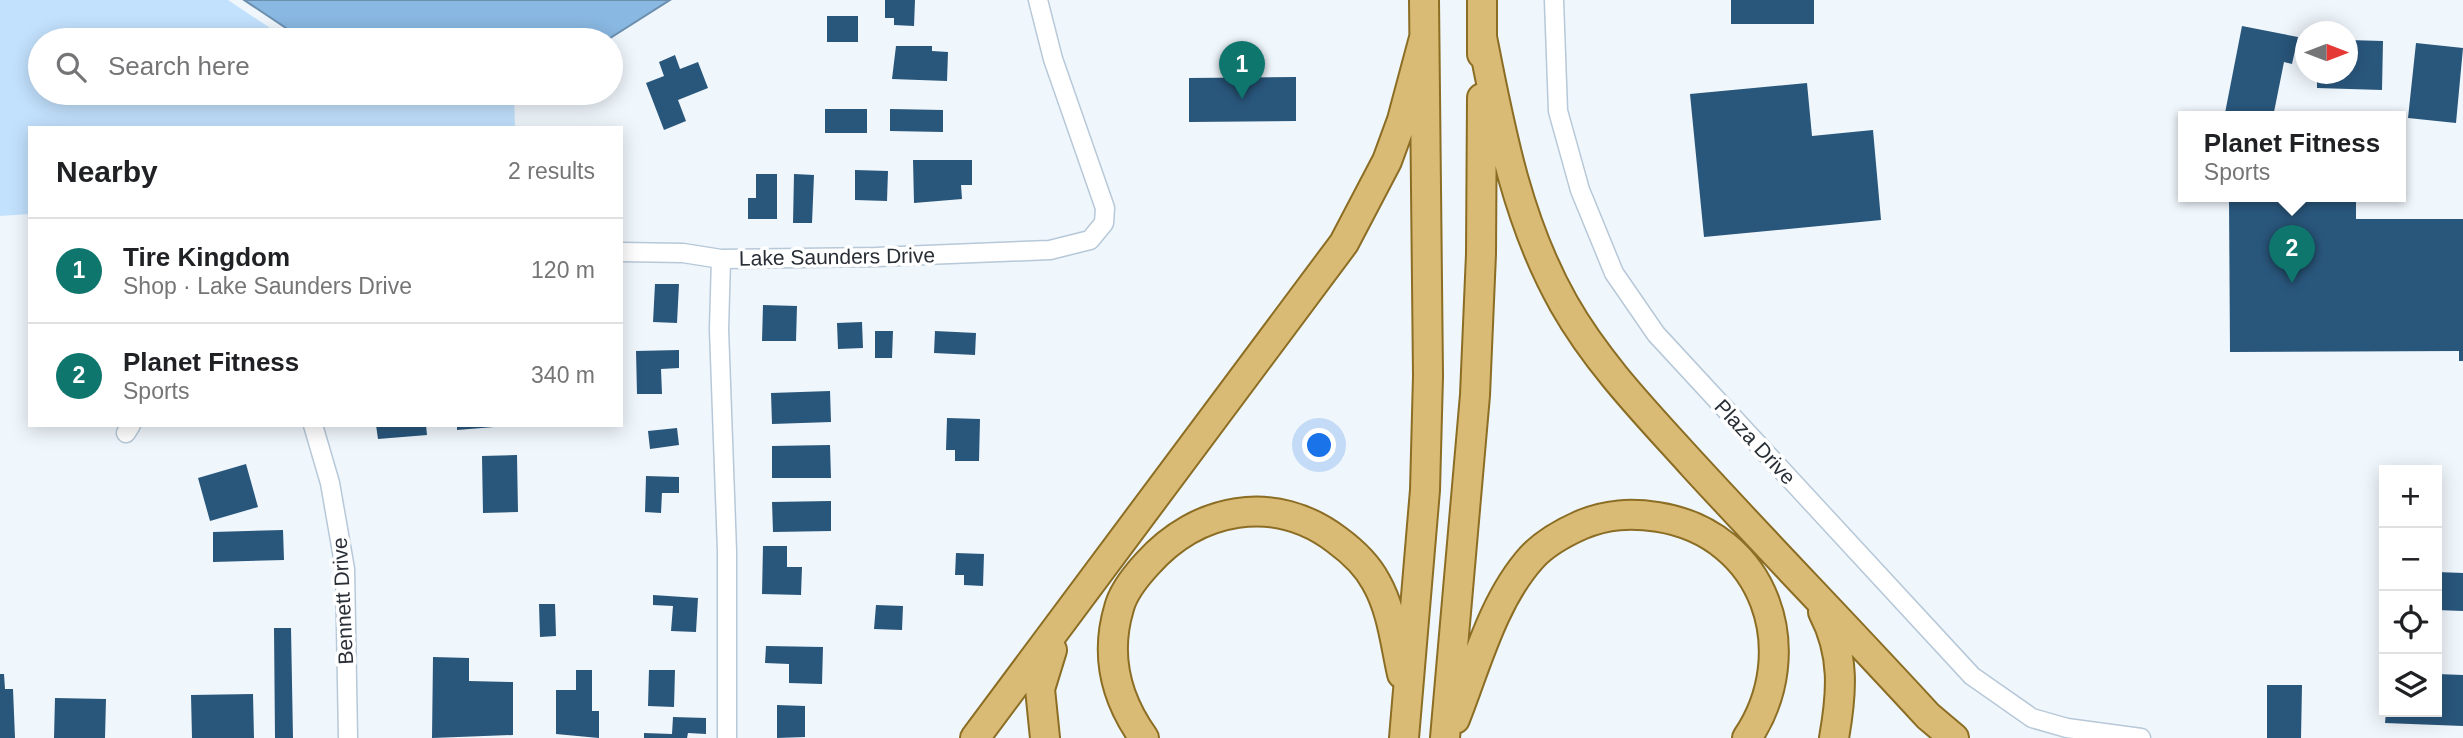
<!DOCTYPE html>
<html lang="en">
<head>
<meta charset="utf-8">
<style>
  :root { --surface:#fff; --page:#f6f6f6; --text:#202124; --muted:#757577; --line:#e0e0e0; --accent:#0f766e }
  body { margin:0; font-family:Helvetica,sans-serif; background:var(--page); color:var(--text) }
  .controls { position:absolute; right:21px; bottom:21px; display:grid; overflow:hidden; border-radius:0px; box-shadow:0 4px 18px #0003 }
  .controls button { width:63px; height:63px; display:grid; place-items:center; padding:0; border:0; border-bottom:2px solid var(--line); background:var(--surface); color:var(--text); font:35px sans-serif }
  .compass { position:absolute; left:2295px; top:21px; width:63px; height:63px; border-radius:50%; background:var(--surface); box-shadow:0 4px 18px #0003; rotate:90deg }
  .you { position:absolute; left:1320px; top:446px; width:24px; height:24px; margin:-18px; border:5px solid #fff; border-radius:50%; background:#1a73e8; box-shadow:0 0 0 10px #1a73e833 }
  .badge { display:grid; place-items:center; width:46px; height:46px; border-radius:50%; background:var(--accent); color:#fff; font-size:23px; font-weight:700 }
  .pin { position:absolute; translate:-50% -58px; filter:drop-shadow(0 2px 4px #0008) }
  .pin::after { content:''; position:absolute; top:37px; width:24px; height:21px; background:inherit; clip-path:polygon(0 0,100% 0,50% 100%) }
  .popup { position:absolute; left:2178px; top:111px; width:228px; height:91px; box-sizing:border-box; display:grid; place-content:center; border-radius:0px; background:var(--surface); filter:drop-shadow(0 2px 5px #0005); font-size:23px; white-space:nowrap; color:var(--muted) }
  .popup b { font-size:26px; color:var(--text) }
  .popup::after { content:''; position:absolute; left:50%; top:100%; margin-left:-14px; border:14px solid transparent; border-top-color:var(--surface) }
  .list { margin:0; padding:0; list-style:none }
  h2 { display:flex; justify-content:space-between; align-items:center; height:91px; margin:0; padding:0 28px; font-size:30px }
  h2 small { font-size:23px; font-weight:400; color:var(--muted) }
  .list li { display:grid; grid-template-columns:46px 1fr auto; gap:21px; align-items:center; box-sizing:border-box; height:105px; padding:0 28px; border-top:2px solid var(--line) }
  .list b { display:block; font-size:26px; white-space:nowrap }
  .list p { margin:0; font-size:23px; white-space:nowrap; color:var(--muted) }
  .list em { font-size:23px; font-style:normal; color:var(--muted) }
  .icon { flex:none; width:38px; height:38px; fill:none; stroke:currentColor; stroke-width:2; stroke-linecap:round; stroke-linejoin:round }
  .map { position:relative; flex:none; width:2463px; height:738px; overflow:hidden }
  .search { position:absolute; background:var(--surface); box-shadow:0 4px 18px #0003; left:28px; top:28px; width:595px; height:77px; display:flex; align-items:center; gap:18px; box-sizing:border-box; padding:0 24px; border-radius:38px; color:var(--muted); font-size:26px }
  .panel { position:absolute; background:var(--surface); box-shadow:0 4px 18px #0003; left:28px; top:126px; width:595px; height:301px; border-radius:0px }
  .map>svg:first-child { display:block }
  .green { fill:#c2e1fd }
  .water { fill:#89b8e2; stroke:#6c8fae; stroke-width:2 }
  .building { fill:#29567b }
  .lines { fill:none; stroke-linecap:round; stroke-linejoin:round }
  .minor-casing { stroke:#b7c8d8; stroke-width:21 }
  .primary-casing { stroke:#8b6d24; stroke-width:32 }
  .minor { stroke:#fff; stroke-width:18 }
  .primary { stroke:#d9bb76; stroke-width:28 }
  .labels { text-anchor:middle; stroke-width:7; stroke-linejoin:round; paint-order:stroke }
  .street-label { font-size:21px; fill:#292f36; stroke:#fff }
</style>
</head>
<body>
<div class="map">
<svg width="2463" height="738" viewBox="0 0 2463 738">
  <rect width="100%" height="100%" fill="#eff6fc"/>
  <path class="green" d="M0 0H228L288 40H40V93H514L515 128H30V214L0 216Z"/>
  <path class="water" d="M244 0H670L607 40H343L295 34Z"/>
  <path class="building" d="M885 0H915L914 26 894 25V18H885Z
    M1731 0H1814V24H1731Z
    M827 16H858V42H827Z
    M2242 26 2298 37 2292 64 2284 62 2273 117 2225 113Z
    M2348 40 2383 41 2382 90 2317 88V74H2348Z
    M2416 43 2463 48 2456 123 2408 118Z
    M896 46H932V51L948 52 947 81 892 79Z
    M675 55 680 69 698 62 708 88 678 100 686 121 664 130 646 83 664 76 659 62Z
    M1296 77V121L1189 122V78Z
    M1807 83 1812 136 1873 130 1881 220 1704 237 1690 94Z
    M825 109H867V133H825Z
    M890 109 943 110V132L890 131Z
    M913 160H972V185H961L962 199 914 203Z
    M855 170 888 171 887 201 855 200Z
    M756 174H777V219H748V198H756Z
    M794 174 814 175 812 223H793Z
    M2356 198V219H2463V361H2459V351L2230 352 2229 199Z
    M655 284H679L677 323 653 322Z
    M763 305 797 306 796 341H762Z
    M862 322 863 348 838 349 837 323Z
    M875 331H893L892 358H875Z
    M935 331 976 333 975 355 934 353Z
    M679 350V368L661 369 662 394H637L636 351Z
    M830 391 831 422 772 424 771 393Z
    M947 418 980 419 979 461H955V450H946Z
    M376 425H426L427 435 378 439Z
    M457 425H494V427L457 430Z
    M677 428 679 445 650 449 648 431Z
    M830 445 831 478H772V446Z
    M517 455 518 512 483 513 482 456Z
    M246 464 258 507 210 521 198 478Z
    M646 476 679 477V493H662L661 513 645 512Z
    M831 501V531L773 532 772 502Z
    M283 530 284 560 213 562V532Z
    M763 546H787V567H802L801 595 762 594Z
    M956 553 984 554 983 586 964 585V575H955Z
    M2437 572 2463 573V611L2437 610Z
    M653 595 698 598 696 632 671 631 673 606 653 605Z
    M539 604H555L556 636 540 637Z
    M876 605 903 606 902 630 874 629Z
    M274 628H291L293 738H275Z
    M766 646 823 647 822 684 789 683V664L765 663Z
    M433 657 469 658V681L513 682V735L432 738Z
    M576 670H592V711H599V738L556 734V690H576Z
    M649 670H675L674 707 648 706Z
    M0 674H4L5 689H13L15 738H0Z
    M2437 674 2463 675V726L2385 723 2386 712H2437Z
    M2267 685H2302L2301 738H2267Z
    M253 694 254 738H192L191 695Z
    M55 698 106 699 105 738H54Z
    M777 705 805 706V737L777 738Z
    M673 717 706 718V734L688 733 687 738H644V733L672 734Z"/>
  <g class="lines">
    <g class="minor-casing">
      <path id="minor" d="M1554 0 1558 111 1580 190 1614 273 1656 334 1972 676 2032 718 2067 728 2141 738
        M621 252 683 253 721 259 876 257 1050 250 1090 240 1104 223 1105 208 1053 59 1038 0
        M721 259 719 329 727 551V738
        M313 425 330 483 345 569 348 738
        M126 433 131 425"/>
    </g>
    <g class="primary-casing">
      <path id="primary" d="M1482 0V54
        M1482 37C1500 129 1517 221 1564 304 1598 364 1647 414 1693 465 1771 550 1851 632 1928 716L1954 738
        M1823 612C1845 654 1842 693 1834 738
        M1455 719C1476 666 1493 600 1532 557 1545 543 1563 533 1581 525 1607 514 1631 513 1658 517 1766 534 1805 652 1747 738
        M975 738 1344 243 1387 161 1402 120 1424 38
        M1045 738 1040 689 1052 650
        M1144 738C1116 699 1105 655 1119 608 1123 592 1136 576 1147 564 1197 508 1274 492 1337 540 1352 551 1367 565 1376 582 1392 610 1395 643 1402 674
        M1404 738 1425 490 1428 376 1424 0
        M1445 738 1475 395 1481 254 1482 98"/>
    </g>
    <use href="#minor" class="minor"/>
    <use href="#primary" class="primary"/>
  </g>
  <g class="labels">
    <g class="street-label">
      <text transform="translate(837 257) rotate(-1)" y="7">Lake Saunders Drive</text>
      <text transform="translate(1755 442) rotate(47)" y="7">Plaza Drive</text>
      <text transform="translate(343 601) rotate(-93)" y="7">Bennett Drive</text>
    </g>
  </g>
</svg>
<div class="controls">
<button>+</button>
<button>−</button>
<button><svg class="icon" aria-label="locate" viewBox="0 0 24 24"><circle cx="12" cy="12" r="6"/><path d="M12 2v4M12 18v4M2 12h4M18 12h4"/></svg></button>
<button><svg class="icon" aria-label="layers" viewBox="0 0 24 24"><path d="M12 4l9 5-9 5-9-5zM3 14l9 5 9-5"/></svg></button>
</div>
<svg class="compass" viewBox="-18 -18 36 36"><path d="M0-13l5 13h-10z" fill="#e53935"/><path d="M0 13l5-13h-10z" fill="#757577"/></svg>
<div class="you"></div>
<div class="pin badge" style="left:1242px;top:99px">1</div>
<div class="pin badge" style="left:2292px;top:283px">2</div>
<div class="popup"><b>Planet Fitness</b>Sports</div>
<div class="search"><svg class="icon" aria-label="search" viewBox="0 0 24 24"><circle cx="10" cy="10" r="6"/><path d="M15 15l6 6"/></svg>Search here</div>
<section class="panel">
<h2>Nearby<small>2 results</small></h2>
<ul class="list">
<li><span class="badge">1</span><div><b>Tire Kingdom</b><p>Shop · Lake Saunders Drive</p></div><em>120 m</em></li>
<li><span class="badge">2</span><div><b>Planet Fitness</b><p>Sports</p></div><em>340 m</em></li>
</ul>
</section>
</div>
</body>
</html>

■ ■ ■

**Work task**.
What is needed is how many lines of the listing include the string "compass", given as a bare number.

**Solved exercise**.
2